Evanston instituted the program as a response to what local leaders describe as decades of discriminatory housing policies that left lasting harm for Black families. The initiative, approved in 2019, offers grants of up to $25,000 to Black residents who meet eligibility criteria: either they or their ancestors lived in Evanston between 1919 and 1969, or they can demonstrate they experienced housing discrimination tied to city policies.
City officials have characterized the program as a pioneering municipal effort - the first such step by a U.S. city - aimed at addressing generational inequities arising from racially discriminatory practices. The Justice Department, however, said the program is discriminatory in its design and is taking steps to intervene in a lawsuit that challenges the policy.
In its statement, the Justice Department asserted the program distributed "cash payments and financial assistance for housing solely to Black persons, and their descendants, and not to similarly situated persons of other races."
A spokesperson for the city, speaking to the local news outlet Evanston Now, said the municipality "maintains its position on the legality of the Evanston Reparation Program" and declined to comment further on active litigation. Mayor Daniel Biss told Evanston Now, "We stand behind our first-in-the-nation reparations program, are confident in its constitutionality, and look forward to defending it in court."
The federal intervention comes amid a broader set of actions and remarks by President Donald Trump that have drawn criticism from civil rights advocates. The president has taken steps and issued statements critics say have rolled back efforts to reckon with the nation's racial history. According to the administration's critics, those actions have targeted cultural and historical institutions - from museums to monuments to national parks - that the president has described as promoting "anti-American" ideology.

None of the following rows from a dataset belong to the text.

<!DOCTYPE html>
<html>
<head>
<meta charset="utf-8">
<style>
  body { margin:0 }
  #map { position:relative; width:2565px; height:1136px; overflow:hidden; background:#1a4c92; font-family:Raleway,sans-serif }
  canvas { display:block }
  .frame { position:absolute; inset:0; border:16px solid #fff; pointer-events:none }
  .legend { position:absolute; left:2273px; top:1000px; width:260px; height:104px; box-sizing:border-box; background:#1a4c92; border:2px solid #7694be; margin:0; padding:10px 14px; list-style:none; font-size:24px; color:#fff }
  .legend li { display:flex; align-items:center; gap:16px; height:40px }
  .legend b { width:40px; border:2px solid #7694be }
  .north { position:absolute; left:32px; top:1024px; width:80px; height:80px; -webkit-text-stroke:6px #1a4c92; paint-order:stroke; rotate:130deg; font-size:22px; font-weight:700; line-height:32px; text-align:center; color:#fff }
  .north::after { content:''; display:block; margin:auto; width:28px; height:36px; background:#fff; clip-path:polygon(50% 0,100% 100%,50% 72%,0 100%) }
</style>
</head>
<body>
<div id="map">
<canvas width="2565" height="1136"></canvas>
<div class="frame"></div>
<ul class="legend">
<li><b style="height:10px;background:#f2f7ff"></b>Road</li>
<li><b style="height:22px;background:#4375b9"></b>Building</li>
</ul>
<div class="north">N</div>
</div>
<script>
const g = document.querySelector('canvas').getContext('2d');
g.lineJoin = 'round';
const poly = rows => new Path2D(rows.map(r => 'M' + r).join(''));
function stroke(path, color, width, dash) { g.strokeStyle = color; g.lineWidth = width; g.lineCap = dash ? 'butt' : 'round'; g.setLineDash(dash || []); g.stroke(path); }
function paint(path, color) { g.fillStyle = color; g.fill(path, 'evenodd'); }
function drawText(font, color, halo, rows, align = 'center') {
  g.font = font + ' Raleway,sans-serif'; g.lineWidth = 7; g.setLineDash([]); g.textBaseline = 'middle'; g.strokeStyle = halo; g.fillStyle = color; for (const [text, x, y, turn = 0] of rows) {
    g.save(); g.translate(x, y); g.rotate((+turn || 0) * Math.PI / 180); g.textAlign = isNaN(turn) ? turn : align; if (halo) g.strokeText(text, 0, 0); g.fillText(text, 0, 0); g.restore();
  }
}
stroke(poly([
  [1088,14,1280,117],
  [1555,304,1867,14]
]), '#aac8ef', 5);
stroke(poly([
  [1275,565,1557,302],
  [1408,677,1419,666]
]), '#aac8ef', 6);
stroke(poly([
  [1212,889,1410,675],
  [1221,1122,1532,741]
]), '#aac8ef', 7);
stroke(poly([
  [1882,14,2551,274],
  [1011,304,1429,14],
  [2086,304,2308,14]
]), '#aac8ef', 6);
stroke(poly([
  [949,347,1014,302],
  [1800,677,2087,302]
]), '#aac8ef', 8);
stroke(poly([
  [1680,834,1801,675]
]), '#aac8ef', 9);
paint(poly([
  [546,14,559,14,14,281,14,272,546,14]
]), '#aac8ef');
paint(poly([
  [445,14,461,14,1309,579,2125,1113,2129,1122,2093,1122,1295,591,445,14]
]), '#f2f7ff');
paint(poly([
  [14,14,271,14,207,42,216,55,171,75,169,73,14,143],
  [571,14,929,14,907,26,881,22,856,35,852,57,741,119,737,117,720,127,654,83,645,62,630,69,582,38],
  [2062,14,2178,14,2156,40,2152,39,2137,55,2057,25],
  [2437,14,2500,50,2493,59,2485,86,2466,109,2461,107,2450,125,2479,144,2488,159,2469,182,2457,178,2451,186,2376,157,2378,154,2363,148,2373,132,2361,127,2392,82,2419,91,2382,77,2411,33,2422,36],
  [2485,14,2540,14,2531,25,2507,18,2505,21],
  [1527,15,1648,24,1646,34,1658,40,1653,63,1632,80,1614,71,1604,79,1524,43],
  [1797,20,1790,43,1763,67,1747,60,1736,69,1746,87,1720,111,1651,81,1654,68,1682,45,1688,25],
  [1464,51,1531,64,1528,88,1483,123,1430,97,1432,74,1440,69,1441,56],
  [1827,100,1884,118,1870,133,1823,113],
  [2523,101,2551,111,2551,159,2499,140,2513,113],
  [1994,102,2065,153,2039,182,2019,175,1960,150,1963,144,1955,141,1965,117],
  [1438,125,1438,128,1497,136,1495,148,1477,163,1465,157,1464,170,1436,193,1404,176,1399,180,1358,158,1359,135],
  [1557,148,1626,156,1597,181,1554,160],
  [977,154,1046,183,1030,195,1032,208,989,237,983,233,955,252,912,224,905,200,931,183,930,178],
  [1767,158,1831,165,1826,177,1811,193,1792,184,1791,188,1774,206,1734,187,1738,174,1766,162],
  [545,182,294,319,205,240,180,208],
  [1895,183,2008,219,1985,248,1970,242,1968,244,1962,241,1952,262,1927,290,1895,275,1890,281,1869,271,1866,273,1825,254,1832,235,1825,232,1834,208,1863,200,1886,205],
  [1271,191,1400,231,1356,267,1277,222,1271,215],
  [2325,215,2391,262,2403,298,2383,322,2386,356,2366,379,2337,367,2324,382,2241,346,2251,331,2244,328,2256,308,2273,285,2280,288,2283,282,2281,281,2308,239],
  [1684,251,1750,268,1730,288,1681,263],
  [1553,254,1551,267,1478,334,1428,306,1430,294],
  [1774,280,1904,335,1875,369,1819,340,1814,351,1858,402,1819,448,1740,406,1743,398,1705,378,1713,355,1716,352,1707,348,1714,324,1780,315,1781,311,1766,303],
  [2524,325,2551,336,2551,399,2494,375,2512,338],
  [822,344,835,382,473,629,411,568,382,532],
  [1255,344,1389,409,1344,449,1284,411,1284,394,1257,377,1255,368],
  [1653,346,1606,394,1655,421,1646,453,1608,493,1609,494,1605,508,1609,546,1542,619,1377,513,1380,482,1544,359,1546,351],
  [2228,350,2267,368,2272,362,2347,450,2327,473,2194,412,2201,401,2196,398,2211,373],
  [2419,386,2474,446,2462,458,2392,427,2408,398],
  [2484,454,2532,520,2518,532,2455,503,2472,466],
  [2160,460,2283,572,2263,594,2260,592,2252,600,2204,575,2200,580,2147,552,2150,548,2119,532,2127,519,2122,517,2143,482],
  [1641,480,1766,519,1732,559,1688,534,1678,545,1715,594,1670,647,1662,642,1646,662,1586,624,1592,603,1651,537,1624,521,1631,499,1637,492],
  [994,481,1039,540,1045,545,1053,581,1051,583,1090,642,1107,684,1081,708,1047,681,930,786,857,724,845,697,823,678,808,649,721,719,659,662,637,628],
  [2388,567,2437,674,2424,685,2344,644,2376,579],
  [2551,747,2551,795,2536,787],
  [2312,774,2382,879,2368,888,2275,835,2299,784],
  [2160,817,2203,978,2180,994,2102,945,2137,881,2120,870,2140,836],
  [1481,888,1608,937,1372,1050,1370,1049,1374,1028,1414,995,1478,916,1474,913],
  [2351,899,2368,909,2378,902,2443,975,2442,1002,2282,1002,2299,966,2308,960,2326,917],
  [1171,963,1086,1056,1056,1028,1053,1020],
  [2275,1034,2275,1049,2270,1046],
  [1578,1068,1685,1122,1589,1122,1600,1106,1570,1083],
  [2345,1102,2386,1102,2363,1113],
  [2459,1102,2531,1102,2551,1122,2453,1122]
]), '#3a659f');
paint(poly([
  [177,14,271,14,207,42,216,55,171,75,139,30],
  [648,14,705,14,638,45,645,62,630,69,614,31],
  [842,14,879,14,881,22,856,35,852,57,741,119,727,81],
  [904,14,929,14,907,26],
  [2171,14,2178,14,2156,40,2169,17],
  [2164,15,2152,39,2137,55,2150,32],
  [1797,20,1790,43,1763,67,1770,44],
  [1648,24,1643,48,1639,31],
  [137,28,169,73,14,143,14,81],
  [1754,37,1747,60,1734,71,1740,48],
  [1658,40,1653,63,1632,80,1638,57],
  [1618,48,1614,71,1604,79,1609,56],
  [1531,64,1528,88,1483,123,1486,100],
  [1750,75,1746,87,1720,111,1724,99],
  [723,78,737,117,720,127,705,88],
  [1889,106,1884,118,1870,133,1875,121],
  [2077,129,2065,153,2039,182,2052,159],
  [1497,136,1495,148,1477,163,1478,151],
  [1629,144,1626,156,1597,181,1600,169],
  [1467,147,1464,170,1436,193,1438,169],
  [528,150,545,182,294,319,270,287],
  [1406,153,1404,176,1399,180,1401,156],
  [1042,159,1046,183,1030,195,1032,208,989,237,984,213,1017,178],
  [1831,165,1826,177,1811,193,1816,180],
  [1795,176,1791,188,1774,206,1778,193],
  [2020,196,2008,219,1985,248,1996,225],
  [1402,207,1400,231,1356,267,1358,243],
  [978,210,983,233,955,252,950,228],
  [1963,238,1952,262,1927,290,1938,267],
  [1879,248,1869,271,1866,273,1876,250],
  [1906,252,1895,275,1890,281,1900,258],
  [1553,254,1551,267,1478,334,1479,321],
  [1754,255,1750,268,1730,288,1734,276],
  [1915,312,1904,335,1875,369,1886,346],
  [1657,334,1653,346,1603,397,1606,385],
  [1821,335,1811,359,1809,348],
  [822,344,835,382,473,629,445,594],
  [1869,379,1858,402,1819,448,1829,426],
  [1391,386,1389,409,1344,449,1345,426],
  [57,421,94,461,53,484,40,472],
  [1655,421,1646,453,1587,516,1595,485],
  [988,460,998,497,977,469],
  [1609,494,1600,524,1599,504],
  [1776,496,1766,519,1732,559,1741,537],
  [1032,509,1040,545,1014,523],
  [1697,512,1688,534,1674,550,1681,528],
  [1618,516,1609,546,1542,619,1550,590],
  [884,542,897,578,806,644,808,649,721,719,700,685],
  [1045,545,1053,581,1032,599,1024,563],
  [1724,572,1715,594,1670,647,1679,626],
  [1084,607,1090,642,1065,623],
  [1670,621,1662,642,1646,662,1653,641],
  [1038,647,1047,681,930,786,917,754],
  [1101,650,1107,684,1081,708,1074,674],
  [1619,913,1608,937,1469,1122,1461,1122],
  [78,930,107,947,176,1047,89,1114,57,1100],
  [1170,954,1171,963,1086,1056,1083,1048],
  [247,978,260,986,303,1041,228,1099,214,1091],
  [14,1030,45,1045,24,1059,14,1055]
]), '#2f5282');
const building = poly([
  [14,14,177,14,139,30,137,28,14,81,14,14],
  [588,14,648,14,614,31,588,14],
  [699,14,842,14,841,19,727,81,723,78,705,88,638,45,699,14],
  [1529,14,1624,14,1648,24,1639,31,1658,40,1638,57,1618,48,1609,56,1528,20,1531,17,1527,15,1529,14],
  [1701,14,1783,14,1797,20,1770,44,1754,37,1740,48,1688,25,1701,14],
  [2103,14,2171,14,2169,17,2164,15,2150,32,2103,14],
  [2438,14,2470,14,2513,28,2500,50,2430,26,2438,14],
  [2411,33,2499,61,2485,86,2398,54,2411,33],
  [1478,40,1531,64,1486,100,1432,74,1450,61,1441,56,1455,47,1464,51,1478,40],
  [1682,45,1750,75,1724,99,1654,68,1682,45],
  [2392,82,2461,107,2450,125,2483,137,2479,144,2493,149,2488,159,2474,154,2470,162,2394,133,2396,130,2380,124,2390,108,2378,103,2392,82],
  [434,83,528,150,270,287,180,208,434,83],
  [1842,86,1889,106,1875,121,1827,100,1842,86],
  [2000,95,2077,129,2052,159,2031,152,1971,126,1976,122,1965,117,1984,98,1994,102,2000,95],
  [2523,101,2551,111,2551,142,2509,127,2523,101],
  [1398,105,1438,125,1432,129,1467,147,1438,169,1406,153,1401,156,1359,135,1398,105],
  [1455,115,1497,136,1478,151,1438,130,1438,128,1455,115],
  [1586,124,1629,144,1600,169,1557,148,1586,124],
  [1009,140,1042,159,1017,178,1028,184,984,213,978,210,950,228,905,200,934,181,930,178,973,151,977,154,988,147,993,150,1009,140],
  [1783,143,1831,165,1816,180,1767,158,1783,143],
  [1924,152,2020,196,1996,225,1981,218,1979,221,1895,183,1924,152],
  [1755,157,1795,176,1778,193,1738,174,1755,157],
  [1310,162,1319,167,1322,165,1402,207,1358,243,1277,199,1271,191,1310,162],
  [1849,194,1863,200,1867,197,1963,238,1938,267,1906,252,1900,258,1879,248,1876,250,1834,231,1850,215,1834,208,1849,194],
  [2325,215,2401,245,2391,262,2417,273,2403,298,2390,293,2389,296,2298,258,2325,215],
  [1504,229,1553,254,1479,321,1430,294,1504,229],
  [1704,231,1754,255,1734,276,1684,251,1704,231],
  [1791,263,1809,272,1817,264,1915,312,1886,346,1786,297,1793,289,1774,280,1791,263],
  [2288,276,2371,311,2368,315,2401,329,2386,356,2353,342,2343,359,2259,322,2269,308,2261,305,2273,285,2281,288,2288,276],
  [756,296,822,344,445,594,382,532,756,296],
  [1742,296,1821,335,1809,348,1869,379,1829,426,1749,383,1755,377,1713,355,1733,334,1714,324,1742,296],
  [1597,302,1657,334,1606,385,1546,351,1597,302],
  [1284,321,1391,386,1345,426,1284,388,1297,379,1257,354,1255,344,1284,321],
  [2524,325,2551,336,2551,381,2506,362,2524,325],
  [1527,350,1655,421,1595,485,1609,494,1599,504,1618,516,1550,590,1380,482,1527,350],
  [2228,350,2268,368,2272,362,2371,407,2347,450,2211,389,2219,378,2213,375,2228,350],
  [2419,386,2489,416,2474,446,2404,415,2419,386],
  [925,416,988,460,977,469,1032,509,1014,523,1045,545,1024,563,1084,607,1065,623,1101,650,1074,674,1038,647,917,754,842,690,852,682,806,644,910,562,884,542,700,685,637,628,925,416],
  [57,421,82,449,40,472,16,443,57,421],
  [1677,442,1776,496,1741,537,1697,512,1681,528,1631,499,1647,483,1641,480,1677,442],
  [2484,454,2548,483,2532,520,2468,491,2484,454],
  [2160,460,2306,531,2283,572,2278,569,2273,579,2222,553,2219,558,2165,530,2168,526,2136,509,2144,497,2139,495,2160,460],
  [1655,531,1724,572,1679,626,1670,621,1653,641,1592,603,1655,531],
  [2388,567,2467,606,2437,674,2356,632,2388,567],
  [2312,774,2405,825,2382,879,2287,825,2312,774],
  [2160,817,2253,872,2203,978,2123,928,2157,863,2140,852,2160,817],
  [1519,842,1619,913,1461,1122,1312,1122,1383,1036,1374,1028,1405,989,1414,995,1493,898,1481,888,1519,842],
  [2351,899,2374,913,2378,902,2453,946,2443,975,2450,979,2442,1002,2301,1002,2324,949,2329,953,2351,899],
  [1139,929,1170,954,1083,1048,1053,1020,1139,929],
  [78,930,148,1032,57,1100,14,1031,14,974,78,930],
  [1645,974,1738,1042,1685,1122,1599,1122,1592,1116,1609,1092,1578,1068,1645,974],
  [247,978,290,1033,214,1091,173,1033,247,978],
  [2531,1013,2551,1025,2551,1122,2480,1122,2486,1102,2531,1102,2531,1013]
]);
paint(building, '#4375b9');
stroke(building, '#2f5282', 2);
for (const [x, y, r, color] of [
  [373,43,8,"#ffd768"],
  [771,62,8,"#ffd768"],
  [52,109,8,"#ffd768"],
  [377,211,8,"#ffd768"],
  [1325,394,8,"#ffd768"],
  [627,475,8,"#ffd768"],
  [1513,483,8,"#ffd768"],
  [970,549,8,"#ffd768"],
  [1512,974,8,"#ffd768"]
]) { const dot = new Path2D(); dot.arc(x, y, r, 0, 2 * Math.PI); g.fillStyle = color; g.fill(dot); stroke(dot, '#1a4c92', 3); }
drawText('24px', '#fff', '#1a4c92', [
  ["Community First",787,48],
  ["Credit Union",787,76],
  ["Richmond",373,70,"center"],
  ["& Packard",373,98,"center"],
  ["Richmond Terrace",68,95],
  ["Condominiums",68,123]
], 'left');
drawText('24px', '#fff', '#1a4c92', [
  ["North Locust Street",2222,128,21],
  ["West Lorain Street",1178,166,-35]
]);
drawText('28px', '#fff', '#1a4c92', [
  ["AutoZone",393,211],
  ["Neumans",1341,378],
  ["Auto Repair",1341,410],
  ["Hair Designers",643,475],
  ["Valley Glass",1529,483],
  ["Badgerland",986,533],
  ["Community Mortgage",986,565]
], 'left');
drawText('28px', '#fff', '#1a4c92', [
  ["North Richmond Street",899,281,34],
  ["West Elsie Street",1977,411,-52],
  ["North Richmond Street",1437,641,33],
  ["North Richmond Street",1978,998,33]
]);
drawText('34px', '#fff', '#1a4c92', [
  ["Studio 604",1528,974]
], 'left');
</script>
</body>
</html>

The article's source material notes that some of the president's declarations and executive orders have resulted in changes to public exhibits and monuments, including the dismantling of slavery exhibits and the restoration of Confederate statues. Local officials and civil rights supporters maintain the Evanston program is intended to redress the long-term effects of policies that systematically disadvantaged Black Americans.
Legal action now pending will determine whether the Evanston program can withstand federal challenge. City leaders say they are prepared to defend the program's constitutionality in court; the Justice Department has stated its intention to intervene in the litigation that seeks to block the program.